◆ THE DATA:
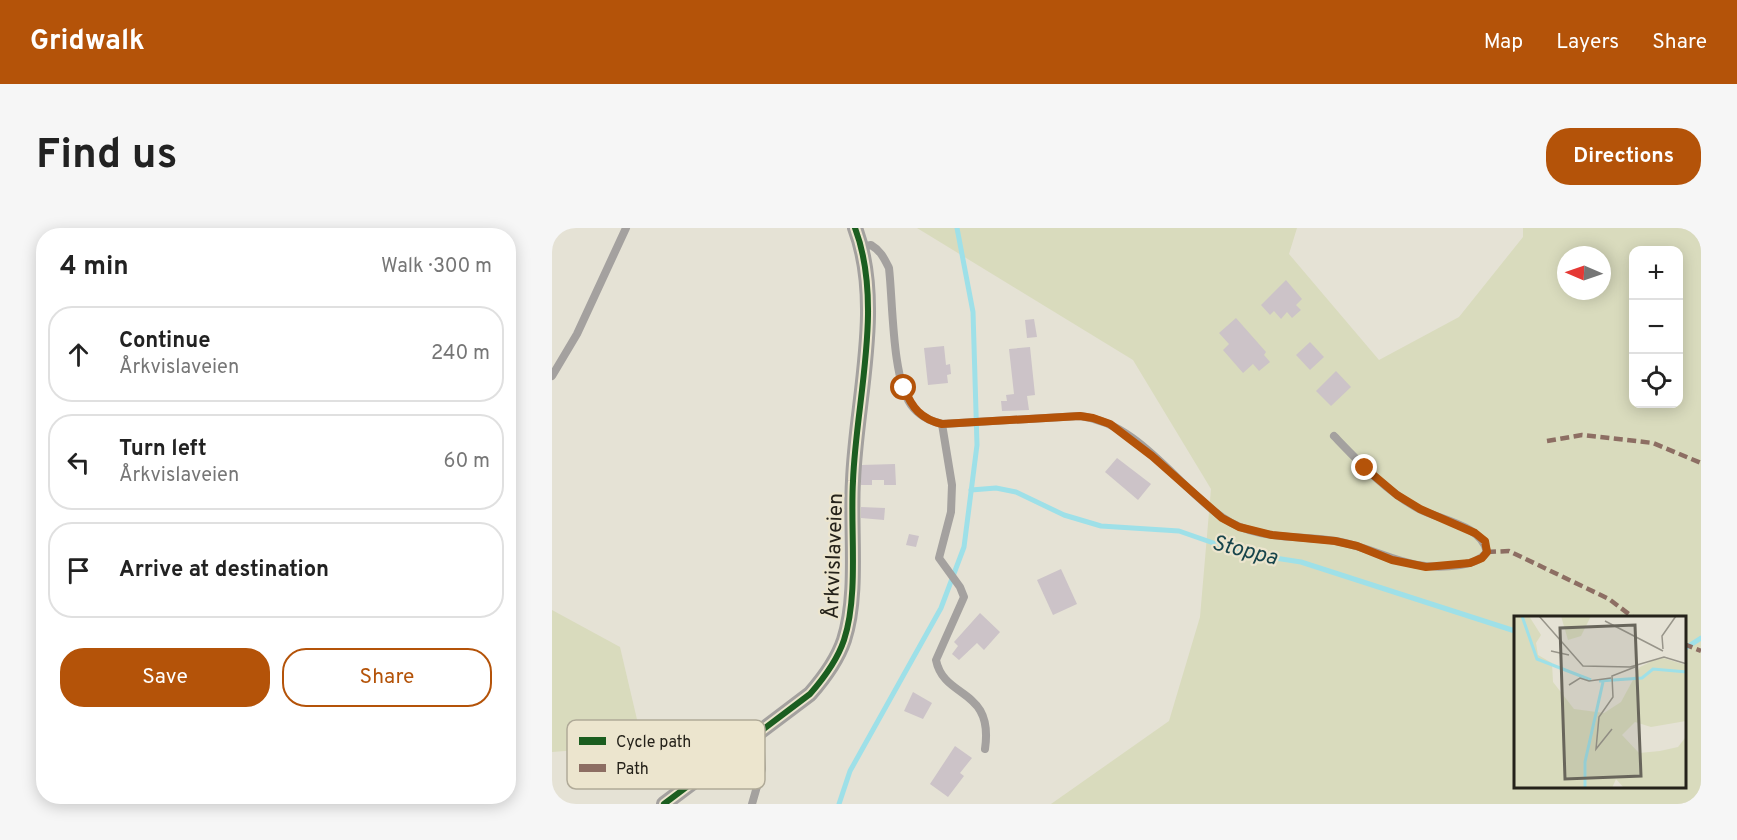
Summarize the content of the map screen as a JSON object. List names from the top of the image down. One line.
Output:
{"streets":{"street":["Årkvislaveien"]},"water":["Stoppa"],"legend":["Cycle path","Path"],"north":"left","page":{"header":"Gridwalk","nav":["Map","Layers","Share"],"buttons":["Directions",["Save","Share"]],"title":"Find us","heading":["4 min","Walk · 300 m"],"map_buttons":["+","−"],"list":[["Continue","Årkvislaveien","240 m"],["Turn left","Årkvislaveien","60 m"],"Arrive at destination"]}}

◆ WHAT THE TASK REQUIRES: With the pictures left out, transcribe the material exactly.

◆ THE ANSWER:
Summarize the content of the map screen as a JSON object. List names from the top of the image down. One line.
Output:
{"streets":{"street":["Årkvislaveien"]},"water":["Stoppa"],"legend":["Cycle path","Path"],"north":"left","page":{"header":"Gridwalk","nav":["Map","Layers","Share"],"buttons":["Directions",["Save","Share"]],"title":"Find us","heading":["4 min","Walk · 300 m"],"map_buttons":["+","−"],"list":[["Continue","Årkvislaveien","240 m"],["Turn left","Årkvislaveien","60 m"],"Arrive at destination"]}}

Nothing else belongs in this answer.